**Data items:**
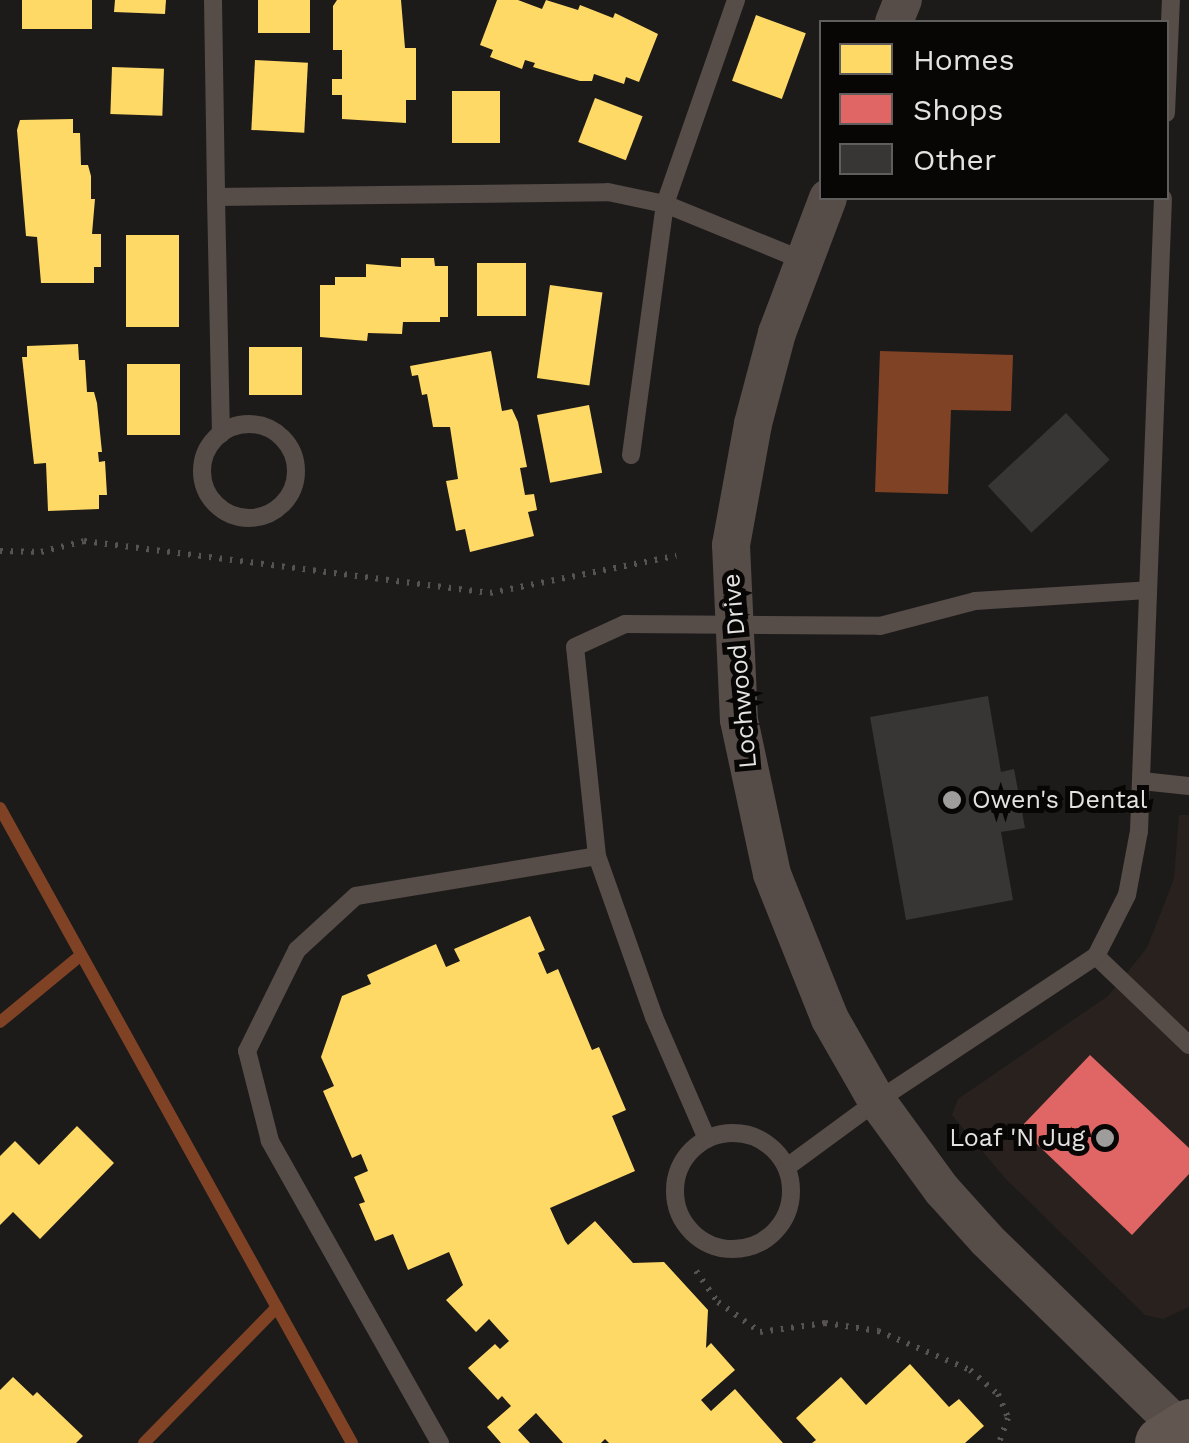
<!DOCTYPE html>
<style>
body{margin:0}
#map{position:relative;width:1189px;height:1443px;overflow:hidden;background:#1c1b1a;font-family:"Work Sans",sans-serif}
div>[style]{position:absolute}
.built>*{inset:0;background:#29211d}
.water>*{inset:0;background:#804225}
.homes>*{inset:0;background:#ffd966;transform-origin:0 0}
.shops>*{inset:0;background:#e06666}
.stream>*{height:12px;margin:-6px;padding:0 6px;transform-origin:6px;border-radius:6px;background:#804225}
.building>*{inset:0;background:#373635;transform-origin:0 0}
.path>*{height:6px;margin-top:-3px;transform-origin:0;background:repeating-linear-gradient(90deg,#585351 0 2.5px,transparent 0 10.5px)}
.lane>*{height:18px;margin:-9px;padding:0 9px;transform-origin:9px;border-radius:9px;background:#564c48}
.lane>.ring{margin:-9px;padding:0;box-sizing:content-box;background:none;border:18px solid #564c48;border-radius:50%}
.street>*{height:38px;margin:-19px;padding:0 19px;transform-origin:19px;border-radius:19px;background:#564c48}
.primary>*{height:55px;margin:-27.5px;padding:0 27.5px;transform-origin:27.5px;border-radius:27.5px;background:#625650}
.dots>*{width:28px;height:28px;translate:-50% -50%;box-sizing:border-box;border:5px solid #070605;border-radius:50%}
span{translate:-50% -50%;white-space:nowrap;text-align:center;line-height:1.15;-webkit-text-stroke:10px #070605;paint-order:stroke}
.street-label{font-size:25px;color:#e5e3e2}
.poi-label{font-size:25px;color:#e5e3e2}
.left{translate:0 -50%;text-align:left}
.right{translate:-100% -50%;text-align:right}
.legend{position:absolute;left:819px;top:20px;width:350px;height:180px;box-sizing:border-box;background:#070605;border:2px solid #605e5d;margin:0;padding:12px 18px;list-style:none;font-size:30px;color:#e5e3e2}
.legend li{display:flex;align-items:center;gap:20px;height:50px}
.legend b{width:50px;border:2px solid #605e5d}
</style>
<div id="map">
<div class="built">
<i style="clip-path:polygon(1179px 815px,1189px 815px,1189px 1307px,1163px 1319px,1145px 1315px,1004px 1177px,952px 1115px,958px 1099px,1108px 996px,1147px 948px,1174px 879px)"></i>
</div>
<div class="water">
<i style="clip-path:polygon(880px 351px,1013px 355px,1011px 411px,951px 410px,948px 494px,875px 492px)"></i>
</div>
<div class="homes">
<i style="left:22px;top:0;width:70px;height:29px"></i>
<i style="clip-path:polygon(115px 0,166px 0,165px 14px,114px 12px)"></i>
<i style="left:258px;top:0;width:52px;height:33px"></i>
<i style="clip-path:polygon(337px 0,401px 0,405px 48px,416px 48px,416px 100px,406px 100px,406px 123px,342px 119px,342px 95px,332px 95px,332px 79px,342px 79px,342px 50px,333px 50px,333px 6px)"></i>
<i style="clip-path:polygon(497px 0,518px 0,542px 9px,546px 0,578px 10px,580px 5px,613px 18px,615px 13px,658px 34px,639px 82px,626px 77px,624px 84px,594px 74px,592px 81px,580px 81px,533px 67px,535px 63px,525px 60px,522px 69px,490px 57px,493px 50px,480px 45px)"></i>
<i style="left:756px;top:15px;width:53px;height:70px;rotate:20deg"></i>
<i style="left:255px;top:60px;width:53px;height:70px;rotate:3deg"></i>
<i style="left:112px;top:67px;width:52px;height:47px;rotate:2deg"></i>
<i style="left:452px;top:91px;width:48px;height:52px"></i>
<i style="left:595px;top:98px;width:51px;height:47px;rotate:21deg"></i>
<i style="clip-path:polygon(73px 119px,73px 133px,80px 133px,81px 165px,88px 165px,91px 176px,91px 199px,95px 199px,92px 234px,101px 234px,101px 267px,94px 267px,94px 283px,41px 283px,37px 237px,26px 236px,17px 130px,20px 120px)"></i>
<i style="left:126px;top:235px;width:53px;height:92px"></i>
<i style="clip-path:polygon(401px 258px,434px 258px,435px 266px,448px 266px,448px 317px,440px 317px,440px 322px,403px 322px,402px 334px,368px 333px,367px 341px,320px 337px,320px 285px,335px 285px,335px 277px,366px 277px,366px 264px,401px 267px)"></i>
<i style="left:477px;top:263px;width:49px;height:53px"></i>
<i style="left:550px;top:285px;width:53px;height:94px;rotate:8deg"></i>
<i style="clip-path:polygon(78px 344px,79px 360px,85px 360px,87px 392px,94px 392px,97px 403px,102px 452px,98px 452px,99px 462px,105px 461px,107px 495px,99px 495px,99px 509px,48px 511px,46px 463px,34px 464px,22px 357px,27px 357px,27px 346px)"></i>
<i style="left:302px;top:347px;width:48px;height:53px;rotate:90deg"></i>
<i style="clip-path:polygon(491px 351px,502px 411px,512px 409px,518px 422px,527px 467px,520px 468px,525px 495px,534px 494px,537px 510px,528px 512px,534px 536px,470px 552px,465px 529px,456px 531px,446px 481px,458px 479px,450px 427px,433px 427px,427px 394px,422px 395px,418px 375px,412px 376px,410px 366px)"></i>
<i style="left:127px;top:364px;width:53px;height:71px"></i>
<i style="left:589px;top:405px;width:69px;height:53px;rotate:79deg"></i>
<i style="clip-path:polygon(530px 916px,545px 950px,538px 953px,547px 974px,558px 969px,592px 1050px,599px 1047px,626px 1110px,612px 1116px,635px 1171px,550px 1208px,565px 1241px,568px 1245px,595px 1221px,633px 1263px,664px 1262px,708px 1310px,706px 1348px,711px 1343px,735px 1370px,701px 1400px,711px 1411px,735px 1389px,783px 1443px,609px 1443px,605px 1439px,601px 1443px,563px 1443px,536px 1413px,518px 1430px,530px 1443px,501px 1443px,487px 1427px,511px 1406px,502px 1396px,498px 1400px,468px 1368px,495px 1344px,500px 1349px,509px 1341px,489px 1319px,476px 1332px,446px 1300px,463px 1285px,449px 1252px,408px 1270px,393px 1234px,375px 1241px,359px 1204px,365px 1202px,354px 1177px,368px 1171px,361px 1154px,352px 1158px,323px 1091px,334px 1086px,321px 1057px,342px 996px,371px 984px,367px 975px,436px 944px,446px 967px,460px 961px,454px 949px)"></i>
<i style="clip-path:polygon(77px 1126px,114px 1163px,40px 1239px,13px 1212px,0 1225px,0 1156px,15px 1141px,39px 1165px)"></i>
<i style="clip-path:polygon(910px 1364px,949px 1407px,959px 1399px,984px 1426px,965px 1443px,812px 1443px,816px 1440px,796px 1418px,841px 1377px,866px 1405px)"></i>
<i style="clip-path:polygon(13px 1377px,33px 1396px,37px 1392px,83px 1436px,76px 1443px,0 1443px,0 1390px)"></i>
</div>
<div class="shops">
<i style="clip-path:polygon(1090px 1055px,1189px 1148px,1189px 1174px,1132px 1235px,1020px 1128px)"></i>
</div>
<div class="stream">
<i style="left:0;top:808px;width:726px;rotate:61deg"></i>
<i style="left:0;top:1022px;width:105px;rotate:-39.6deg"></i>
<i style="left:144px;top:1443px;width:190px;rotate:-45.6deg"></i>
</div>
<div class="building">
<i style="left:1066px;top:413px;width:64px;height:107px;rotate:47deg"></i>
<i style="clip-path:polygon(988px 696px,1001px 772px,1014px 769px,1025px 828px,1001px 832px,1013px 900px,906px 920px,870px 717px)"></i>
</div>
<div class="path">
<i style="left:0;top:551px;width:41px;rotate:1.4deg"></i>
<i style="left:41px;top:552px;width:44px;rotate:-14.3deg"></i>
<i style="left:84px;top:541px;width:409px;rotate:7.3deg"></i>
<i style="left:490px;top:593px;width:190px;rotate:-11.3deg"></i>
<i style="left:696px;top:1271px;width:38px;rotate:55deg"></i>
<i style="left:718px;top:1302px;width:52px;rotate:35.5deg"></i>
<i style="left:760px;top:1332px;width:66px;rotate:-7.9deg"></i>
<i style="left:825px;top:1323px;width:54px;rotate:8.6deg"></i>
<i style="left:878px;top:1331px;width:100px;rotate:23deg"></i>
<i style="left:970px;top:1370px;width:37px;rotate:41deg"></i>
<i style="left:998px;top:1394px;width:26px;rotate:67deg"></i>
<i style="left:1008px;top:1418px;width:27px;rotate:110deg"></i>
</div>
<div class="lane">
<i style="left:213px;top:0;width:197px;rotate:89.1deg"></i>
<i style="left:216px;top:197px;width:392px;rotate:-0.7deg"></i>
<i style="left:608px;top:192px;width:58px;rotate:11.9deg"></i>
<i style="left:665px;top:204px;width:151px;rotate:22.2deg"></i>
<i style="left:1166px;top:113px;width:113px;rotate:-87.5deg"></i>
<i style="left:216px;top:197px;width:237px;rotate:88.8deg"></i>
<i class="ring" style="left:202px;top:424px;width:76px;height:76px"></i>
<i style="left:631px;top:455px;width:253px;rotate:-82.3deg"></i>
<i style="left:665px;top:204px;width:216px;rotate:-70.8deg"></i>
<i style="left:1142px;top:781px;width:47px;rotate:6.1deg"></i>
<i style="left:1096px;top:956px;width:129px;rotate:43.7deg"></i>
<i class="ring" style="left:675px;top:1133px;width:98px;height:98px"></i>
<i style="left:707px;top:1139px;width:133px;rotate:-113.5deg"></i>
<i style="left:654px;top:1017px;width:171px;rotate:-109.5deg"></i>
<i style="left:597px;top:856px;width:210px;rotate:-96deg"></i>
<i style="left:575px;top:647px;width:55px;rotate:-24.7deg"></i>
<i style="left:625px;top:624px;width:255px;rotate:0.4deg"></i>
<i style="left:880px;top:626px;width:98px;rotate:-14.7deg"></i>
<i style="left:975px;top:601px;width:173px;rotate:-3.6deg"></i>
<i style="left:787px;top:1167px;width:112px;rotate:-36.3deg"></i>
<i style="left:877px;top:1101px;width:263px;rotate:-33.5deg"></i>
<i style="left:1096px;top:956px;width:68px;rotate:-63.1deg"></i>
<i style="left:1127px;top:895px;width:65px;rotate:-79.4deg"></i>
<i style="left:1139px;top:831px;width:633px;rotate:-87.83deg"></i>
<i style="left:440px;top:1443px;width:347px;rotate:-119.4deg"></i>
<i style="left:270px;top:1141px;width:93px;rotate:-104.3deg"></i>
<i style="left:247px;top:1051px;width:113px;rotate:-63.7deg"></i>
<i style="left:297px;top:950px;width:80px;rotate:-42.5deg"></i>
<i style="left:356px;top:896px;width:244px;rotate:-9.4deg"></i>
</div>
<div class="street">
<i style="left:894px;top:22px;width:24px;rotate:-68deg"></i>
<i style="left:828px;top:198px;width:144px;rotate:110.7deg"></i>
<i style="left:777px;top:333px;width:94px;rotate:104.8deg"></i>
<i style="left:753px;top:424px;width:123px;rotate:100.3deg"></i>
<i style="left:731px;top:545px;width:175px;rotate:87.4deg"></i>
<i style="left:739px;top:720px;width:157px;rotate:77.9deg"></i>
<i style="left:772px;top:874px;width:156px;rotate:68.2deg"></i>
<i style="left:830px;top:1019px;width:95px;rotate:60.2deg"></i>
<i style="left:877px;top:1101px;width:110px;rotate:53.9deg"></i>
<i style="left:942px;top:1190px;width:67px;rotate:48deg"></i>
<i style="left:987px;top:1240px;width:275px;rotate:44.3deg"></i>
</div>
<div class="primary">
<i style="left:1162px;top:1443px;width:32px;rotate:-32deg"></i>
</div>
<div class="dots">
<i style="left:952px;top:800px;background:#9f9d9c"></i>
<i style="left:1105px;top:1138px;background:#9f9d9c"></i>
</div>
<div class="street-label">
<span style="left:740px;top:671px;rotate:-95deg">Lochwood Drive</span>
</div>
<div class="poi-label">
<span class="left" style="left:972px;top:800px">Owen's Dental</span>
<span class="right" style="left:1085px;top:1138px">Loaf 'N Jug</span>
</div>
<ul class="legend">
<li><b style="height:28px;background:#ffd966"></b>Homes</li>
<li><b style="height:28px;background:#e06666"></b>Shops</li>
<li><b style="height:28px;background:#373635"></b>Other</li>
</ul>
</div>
==
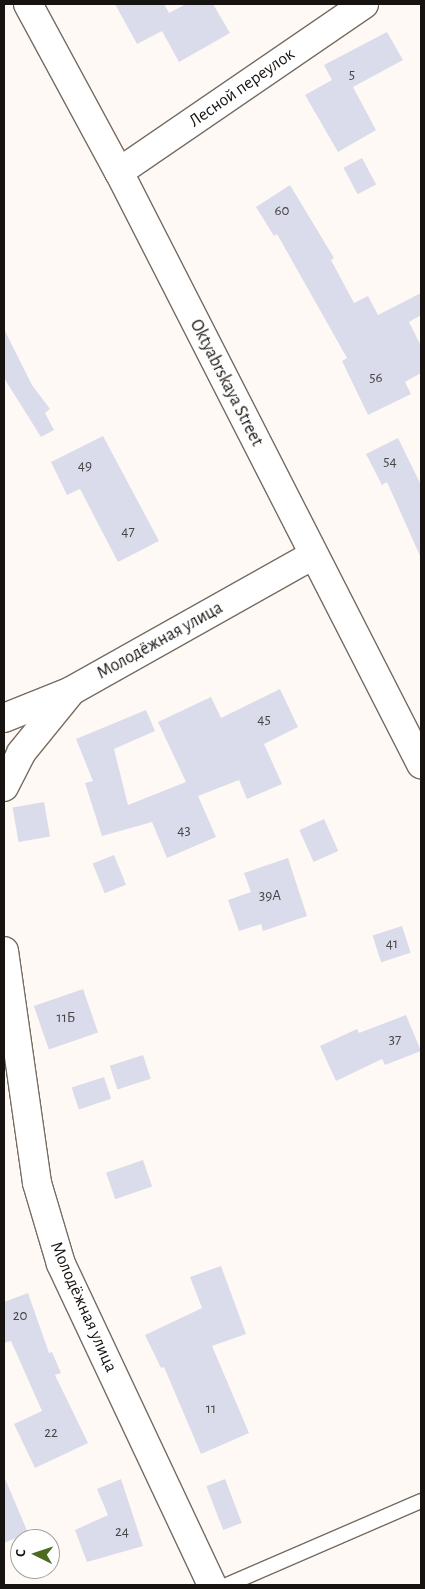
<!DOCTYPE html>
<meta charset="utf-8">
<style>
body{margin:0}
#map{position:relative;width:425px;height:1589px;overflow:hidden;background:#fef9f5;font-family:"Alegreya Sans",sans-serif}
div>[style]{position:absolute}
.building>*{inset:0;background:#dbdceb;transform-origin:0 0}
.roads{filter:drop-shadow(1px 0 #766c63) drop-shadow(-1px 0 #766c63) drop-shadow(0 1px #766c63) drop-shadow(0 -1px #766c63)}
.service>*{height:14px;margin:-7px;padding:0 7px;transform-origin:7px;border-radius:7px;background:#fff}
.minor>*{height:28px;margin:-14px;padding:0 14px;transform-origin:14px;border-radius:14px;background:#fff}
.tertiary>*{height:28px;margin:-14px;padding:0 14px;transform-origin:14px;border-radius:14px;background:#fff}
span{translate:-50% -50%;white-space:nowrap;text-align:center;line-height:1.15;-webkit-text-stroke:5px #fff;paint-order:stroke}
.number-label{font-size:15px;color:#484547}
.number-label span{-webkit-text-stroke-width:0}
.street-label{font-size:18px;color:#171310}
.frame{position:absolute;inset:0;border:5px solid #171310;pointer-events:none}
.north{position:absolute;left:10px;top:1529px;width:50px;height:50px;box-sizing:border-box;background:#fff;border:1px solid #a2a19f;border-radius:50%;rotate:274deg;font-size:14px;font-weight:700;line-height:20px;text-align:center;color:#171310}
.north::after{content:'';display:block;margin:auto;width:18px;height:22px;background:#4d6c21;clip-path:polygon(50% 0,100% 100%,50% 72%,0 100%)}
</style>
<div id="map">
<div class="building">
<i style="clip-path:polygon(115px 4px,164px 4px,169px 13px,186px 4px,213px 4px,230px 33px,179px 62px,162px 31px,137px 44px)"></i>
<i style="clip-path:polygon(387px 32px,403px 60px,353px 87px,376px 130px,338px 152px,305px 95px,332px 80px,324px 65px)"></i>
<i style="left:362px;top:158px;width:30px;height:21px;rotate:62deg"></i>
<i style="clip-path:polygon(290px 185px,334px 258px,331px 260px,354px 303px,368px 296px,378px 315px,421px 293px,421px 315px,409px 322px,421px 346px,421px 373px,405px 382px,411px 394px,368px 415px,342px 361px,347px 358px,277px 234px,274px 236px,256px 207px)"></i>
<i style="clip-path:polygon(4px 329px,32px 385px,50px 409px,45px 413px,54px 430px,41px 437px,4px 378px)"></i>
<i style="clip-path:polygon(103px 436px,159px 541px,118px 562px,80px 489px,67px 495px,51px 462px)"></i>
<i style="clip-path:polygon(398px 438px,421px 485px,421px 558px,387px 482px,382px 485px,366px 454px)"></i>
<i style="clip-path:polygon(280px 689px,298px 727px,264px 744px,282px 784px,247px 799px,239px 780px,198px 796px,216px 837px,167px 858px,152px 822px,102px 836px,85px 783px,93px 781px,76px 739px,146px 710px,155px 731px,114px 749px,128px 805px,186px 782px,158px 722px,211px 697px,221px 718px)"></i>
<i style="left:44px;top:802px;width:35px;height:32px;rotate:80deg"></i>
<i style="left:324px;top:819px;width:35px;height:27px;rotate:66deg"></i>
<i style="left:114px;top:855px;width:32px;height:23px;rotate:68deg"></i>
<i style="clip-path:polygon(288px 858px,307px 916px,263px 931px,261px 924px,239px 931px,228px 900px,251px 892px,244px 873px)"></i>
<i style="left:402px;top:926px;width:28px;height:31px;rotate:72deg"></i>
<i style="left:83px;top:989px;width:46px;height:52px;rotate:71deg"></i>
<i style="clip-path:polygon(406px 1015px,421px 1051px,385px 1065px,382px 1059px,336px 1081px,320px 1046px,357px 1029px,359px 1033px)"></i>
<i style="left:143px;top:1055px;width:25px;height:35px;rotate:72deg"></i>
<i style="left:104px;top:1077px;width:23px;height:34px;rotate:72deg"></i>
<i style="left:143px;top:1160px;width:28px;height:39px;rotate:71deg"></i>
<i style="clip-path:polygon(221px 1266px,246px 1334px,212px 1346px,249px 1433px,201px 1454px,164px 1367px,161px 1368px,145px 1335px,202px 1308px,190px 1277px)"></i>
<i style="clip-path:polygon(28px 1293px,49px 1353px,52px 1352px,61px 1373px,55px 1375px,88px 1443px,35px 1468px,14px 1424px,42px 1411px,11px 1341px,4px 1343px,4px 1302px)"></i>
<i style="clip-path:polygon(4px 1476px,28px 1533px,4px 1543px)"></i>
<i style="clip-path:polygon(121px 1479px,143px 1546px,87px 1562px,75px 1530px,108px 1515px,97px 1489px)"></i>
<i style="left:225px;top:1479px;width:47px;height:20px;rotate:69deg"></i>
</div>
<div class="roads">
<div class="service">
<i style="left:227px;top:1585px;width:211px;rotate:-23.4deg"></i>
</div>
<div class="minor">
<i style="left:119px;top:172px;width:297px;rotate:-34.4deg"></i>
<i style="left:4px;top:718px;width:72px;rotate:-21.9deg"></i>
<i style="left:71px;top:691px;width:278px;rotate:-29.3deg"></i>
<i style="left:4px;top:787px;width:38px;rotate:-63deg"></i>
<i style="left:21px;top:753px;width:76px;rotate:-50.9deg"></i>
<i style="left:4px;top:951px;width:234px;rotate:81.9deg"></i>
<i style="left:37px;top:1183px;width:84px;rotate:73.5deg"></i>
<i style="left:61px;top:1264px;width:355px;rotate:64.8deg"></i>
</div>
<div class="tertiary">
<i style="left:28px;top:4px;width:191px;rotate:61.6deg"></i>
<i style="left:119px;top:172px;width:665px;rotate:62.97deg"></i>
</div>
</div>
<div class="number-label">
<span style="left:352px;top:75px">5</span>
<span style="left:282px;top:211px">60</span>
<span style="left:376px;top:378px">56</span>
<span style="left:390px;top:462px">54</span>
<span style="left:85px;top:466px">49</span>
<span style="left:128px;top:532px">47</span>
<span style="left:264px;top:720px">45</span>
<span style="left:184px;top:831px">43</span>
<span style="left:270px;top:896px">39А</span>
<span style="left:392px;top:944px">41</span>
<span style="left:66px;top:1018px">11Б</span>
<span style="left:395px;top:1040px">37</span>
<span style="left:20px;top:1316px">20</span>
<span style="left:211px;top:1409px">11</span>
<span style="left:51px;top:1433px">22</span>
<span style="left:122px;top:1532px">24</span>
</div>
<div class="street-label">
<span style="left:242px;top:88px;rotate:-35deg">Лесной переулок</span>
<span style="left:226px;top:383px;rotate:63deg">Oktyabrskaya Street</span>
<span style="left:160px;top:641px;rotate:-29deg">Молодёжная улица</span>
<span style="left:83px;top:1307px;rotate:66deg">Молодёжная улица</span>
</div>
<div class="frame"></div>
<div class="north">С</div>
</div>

**What you should do:** Filter the entries above down to the lines that hold the word "sans", and copy those lines.

**Task answer:**
#map{position:relative;width:1189px;height:1443px;overflow:hidden;background:#1c1b1a;font-family:"Work Sans",sans-serif}
#map{position:relative;width:425px;height:1589px;overflow:hidden;background:#fef9f5;font-family:"Alegreya Sans",sans-serif}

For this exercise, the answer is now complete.